■ AIM OF THE EXERCISE ■
Write out only the lines from the start of the entries up to and including the line with "width:28px; height:28px; translate:-50%"; please skip the pictures.

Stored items
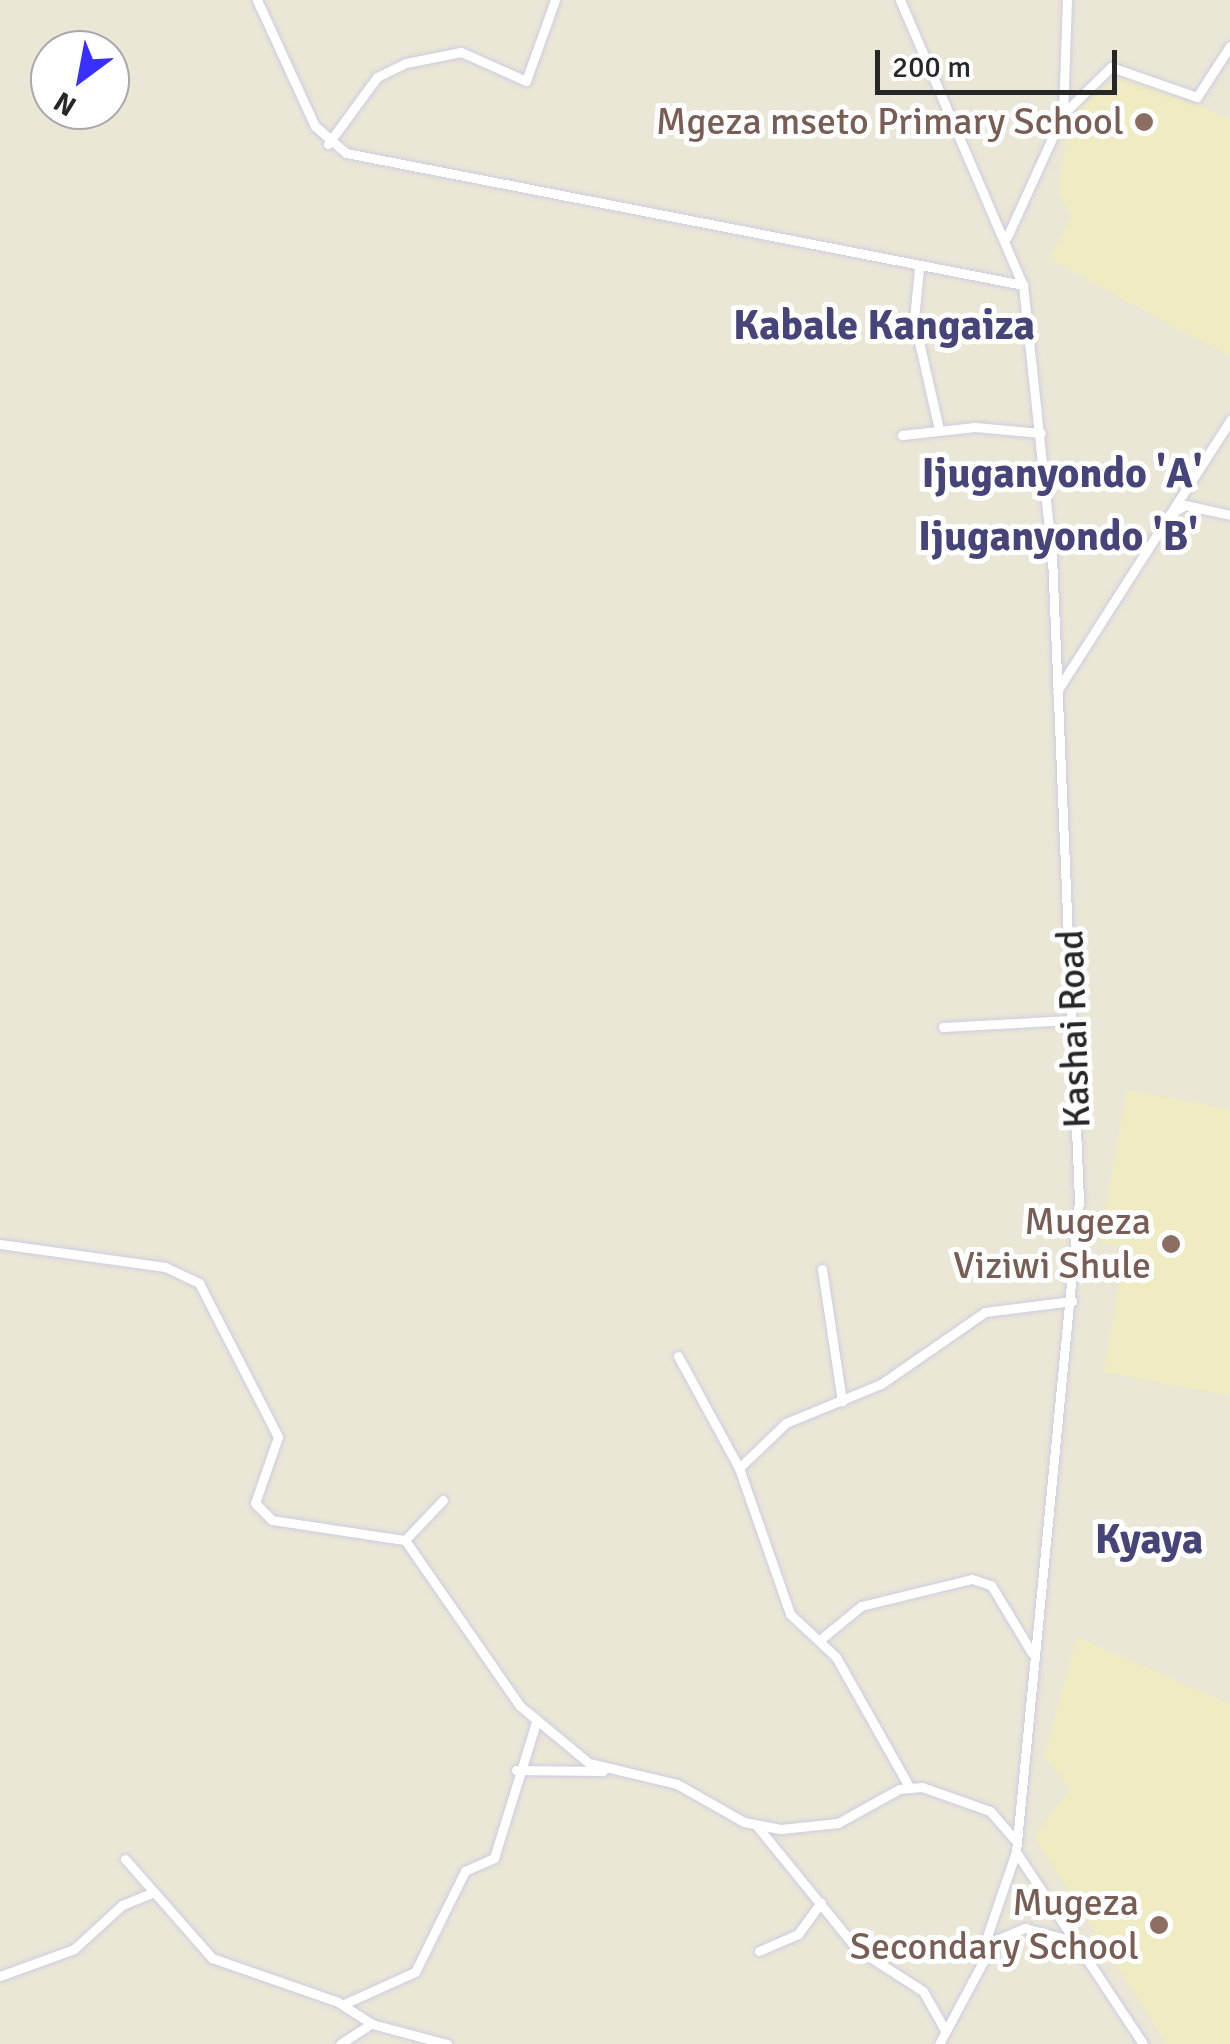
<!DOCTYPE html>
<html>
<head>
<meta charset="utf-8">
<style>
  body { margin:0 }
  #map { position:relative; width:1230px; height:2044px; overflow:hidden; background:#ebe7d6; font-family:Signika,sans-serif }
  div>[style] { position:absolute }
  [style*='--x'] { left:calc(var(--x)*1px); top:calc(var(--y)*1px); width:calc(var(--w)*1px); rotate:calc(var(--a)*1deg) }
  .education>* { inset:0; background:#efebc3 }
  .roads { filter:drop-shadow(0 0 2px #cdcce2) drop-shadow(0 0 2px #cdcce2) }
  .minor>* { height:9px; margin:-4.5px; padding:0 4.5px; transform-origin:4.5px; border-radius:4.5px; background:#fff }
  .dots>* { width:28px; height:28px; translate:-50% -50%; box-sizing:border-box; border:5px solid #fff; border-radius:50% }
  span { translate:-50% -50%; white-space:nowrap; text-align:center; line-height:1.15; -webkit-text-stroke:10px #fff; paint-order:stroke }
  .education-label { font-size:38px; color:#785e54 }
  .right { translate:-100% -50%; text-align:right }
  .street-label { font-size:38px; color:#272727 }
  .quarter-label { font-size:42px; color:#47447a; font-weight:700 }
  .north { position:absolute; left:30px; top:30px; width:100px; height:100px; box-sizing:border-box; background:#fff; border:2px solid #a9a9a9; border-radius:50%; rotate:212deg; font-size:28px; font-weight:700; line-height:40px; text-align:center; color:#272727 }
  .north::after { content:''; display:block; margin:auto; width:35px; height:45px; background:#3930ff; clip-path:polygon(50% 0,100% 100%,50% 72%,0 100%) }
  .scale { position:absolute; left:875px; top:50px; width:242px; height:45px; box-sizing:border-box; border:5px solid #272727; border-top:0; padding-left:12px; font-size:30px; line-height:35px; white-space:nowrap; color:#272727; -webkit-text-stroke:8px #fff; paint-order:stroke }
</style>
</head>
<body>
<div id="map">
  <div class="education">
    <div style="clip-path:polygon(1126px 76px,1230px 119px,1230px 357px,1049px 259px,1071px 217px,1058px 191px,1073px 105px)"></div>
    <div style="clip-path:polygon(1127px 1090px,1230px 1109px,1230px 1396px,1103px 1372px,1127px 1247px,1099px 1242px)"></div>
    <div style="clip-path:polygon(1077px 1637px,1230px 1704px,1230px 2044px,1167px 2044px,1034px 1837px,1070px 1788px,1044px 1757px)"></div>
  </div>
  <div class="roads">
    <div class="minor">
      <div style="--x:257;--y:0;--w:139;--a:65.3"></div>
      <div style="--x:315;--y:126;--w:41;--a:41.1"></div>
      <div style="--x:346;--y:153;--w:690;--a:11.03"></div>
      <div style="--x:900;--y:0;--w:310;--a:66.7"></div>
      <div style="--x:1023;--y:285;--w:273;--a:83.9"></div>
      <div style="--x:1052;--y:556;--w:646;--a:87.6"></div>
      <div style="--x:1079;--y:1201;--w:654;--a:95.53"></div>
      <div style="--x:1016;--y:1852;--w:230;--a:56.5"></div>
      <div style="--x:1063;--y:114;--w:114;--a:-88"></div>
      <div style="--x:328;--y:144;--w:83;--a:-53.8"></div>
      <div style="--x:377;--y:77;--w:32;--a:-26"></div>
      <div style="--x:406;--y:63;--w:56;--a:-11.3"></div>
      <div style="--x:461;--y:52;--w:71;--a:24"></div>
      <div style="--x:526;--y:81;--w:86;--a:-70.3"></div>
      <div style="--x:1007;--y:237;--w:135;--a:-65.5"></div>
      <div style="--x:1063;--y:114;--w:67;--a:-44.4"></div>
      <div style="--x:1111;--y:67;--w:91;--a:19.2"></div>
      <div style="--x:1197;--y:97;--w:61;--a:-57.1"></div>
      <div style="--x:919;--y:268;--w:52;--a:95.5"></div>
      <div style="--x:914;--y:320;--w:112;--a:77.1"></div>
      <div style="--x:902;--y:435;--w:73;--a:-6.3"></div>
      <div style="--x:975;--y:427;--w:66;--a:5.2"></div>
      <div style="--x:1169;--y:515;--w:19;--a:-32"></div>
      <div style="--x:1185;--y:505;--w:46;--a:12.5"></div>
      <div style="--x:1057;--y:691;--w:322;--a:-57.4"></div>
      <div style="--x:943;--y:1027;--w:127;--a:-3.2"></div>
      <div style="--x:0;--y:1244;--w:167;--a:7.9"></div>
      <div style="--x:165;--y:1267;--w:38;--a:25"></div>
      <div style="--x:199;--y:1283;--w:173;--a:62.8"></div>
      <div style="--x:278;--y:1437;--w:70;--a:109.2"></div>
      <div style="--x:255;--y:1503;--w:24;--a:45"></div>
      <div style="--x:272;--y:1520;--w:134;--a:8.6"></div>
      <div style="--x:405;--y:1540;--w:202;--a:55.3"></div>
      <div style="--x:520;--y:1706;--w:89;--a:39.6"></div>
      <div style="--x:589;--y:1763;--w:90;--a:13.4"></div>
      <div style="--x:677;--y:1784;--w:77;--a:29.6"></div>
      <div style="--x:744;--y:1822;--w:38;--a:11"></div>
      <div style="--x:781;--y:1829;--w:57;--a:-6"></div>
      <div style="--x:838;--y:1823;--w:70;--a:-29.1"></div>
      <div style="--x:899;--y:1789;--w:23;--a:-5"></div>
      <div style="--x:922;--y:1787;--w:72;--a:19.4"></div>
      <div style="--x:990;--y:1811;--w:37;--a:49"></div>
      <div style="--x:822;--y:1269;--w:134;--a:81.4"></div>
      <div style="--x:678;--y:1356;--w:128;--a:61.4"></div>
      <div style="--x:739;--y:1468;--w:155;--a:70.7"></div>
      <div style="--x:790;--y:1614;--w:63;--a:43.1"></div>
      <div style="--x:836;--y:1657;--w:147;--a:60.6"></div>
      <div style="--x:739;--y:1468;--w:65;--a:-43.8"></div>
      <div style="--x:786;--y:1423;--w:103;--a:-22.3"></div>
      <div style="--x:881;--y:1384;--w:126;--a:-34.7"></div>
      <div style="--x:985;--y:1312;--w:88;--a:-7.2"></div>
      <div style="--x:405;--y:1540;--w:55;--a:-46.5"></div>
      <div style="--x:821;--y:1639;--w:52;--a:-39.5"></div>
      <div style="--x:861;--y:1606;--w:114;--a:-13.7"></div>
      <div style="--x:972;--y:1579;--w:20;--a:18"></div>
      <div style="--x:991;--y:1585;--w:79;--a:58.9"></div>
      <div style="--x:516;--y:1770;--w:87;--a:0.7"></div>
      <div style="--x:757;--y:1826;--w:159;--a:50.9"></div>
      <div style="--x:857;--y:1949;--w:78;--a:32.5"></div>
      <div style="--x:923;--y:1991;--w:45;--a:60.6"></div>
      <div style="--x:125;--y:1859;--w:132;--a:48.7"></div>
      <div style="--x:212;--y:1958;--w:133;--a:19.2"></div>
      <div style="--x:338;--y:2002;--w:40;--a:32.9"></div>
      <div style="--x:372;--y:2024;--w:78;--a:14.9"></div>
      <div style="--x:759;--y:1951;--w:43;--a:-23.6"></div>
      <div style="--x:798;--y:1934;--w:39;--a:-54"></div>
      <div style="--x:981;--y:1954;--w:108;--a:-71.1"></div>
      <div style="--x:0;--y:1976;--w:79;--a:-20"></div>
      <div style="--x:74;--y:1949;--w:65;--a:-42.5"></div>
      <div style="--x:122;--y:1905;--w:32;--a:-22"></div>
      <div style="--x:344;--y:2004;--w:78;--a:-24.3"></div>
      <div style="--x:415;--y:1972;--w:113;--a:-63.7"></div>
      <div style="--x:465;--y:1871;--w:32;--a:-24"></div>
      <div style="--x:494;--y:1858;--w:142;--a:-72.8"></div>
      <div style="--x:340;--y:2044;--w:37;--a:-33"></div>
      <div style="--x:939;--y:2044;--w:117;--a:-61.9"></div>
      <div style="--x:994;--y:1941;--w:34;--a:-23"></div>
      <div style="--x:1025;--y:1928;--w:46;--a:15.3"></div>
    </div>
  </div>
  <div class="dots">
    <div style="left:1144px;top:122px;background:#8d6e63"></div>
    <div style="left:1171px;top:1244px;background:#8d6e63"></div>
    <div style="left:1159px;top:1925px;background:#8d6e63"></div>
  </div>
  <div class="education-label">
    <span class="right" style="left:1124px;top:122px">Mgeza mseto Primary School</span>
    <span class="right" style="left:1151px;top:1244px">Mugeza<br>Viziwi Shule</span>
    <span class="right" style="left:1139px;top:1925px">Mugeza<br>Secondary School</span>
  </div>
  <div class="street-label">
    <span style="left:1074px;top:1029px;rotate:-92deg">Kashai Road</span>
  </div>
  <div class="quarter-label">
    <span style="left:884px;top:326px">Kabale Kangaiza</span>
    <span style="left:1062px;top:474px">Ijuganyondo 'A'</span>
    <span style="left:1058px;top:537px">Ijuganyondo 'B'</span>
    <span style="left:1149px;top:1540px">Kyaya</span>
  </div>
  <div class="north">N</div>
  <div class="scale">200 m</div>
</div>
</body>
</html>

■ REPLY ■
<!DOCTYPE html>
<html>
<head>
<meta charset="utf-8">
<style>
  body { margin:0 }
  #map { position:relative; width:1230px; height:2044px; overflow:hidden; background:#ebe7d6; font-family:Signika,sans-serif }
  div>[style] { position:absolute }
  [style*='--x'] { left:calc(var(--x)*1px); top:calc(var(--y)*1px); width:calc(var(--w)*1px); rotate:calc(var(--a)*1deg) }
  .education>* { inset:0; background:#efebc3 }
  .roads { filter:drop-shadow(0 0 2px #cdcce2) drop-shadow(0 0 2px #cdcce2) }
  .minor>* { height:9px; margin:-4.5px; padding:0 4.5px; transform-origin:4.5px; border-radius:4.5px; background:#fff }
  .dots>* { width:28px; height:28px; translate:-50% -50%; box-sizing:border-box; border:5px solid #fff; border-radius:50% }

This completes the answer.